### Exercise
I'd like every line from the material below that has "none" in it.

Top of Data under study

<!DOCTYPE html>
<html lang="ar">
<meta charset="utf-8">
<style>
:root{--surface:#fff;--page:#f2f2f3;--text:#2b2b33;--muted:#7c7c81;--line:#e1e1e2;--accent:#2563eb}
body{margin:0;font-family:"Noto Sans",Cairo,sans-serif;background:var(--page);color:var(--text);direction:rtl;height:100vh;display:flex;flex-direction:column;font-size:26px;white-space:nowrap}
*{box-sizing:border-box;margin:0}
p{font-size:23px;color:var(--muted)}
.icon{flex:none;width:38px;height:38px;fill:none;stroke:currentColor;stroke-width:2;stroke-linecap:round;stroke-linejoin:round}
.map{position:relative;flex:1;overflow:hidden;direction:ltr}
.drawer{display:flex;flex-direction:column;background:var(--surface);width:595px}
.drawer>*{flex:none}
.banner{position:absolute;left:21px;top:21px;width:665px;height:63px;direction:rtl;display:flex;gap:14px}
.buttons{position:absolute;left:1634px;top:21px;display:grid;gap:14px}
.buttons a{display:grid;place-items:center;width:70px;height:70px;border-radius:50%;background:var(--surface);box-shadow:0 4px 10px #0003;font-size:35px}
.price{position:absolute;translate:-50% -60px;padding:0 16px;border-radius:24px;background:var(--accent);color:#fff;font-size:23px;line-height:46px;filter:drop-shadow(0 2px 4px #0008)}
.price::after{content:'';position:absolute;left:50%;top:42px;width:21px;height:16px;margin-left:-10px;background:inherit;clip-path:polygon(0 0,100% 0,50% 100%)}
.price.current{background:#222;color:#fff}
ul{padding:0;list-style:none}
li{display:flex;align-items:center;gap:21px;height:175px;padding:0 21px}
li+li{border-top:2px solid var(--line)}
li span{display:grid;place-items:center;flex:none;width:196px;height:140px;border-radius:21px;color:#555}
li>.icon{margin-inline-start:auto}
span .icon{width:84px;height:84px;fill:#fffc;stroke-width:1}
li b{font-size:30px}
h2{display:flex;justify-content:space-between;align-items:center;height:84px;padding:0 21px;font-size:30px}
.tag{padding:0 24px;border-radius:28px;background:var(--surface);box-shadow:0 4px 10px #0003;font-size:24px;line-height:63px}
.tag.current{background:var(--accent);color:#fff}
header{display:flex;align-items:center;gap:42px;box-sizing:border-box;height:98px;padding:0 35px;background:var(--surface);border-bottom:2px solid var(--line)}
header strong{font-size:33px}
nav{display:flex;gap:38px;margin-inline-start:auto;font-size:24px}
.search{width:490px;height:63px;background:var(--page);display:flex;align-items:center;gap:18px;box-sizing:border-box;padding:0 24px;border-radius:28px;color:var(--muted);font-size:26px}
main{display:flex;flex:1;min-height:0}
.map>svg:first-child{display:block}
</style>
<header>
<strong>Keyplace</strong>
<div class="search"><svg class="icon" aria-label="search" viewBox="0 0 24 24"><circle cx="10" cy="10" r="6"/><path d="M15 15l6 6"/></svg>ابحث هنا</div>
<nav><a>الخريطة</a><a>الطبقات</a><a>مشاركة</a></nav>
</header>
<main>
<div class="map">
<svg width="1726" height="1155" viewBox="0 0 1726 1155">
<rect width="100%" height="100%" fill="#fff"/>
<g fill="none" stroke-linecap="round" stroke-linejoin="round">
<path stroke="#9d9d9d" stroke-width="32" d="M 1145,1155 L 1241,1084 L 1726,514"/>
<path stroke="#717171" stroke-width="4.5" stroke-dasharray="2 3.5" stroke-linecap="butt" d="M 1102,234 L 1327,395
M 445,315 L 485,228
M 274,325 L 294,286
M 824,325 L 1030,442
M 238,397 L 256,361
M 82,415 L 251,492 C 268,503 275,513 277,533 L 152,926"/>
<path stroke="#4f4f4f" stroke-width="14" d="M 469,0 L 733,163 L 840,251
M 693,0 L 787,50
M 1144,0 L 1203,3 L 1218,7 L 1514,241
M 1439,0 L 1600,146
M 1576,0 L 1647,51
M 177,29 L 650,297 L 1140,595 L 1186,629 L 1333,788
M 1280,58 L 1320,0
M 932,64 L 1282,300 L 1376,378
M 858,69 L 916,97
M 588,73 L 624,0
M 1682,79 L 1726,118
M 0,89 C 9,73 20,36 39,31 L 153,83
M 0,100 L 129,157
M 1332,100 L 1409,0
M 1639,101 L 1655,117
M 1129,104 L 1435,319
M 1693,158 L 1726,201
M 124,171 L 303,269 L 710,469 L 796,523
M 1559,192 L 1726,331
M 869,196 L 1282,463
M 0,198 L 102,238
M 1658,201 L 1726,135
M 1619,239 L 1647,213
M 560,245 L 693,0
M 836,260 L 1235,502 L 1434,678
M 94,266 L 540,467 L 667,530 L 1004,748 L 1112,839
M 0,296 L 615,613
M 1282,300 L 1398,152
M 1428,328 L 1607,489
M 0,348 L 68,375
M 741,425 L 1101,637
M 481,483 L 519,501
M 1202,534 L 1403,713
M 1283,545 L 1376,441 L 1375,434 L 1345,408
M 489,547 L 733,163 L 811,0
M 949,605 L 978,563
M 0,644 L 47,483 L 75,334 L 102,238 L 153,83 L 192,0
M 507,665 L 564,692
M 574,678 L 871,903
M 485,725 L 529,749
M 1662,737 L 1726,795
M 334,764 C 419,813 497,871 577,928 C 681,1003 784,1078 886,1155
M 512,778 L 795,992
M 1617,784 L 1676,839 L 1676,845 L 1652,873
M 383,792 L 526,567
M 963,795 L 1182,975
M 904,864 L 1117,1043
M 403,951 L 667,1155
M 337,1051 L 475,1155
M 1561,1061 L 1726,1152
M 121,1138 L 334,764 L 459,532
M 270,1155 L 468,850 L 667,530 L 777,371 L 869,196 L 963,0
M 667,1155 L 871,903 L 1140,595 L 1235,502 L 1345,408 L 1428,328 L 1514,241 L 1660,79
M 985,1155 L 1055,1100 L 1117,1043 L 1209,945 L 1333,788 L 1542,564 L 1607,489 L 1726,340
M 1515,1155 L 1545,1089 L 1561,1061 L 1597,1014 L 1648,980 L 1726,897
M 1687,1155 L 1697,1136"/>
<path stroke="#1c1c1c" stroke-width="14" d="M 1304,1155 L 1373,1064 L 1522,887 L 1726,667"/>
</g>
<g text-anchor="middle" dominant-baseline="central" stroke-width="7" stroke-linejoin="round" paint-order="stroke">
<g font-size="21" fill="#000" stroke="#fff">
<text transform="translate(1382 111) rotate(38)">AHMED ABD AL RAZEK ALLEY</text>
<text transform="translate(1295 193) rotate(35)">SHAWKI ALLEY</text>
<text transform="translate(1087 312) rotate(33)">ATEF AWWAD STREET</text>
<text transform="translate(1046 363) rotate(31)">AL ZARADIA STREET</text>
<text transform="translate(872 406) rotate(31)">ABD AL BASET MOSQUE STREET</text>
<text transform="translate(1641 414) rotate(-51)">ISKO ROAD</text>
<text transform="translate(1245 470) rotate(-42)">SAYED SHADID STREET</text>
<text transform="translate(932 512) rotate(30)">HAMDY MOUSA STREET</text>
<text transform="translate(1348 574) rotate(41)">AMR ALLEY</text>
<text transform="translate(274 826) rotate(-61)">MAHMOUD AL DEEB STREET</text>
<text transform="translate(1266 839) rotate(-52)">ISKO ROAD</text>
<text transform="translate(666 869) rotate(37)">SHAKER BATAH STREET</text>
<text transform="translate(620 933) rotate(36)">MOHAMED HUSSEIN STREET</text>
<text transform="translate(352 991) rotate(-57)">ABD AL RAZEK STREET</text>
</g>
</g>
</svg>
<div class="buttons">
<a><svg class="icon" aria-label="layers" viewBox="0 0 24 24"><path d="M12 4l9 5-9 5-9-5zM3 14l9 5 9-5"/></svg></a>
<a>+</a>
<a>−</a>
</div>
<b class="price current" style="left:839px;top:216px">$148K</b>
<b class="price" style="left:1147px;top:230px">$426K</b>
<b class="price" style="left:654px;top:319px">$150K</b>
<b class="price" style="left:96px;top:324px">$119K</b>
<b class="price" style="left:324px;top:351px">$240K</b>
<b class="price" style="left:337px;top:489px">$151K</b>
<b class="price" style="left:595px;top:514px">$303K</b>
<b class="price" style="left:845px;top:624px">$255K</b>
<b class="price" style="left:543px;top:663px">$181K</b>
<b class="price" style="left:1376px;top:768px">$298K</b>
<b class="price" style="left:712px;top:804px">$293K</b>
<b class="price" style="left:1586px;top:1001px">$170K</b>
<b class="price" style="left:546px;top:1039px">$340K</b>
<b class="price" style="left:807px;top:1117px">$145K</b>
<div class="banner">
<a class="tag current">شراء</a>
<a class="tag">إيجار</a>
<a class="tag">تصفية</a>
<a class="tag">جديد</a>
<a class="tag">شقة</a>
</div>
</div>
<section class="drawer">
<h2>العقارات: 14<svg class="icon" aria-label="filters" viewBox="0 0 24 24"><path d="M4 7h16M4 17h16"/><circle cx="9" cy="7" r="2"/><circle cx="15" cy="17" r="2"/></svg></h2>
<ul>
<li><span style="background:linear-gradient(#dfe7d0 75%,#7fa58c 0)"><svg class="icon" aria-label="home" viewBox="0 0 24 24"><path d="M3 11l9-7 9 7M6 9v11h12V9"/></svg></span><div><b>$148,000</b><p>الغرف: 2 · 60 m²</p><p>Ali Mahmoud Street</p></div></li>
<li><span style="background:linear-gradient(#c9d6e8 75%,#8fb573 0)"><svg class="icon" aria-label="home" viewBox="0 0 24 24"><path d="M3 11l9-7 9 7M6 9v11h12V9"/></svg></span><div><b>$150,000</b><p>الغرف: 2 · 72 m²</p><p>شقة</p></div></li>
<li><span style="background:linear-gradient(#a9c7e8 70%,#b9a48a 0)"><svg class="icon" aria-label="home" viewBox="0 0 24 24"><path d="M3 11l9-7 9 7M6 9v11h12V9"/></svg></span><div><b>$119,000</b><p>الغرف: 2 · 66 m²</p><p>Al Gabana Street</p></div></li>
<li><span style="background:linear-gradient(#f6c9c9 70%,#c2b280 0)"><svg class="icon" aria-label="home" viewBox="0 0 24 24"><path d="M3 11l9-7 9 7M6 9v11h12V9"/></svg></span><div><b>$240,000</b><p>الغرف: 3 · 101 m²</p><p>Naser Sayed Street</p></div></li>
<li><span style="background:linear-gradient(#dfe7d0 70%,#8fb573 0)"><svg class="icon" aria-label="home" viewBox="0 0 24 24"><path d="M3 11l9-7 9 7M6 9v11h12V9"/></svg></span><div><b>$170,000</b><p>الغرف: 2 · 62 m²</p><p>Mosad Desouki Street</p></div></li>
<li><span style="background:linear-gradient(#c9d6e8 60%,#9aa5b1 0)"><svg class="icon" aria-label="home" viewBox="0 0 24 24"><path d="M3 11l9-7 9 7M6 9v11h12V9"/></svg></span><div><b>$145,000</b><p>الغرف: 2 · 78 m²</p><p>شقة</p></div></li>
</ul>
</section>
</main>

Bottom of Data under study

### Response below
.icon{flex:none;width:38px;height:38px;fill:none;stroke:currentColor;stroke-width:2;stroke-linecap:round;stroke-linejoin:round}
.drawer>*{flex:none}
ul{padding:0;list-style:none}
li span{display:grid;place-items:center;flex:none;width:196px;height:140px;border-radius:21px;color:#555}
<g fill="none" stroke-linecap="round" stroke-linejoin="round">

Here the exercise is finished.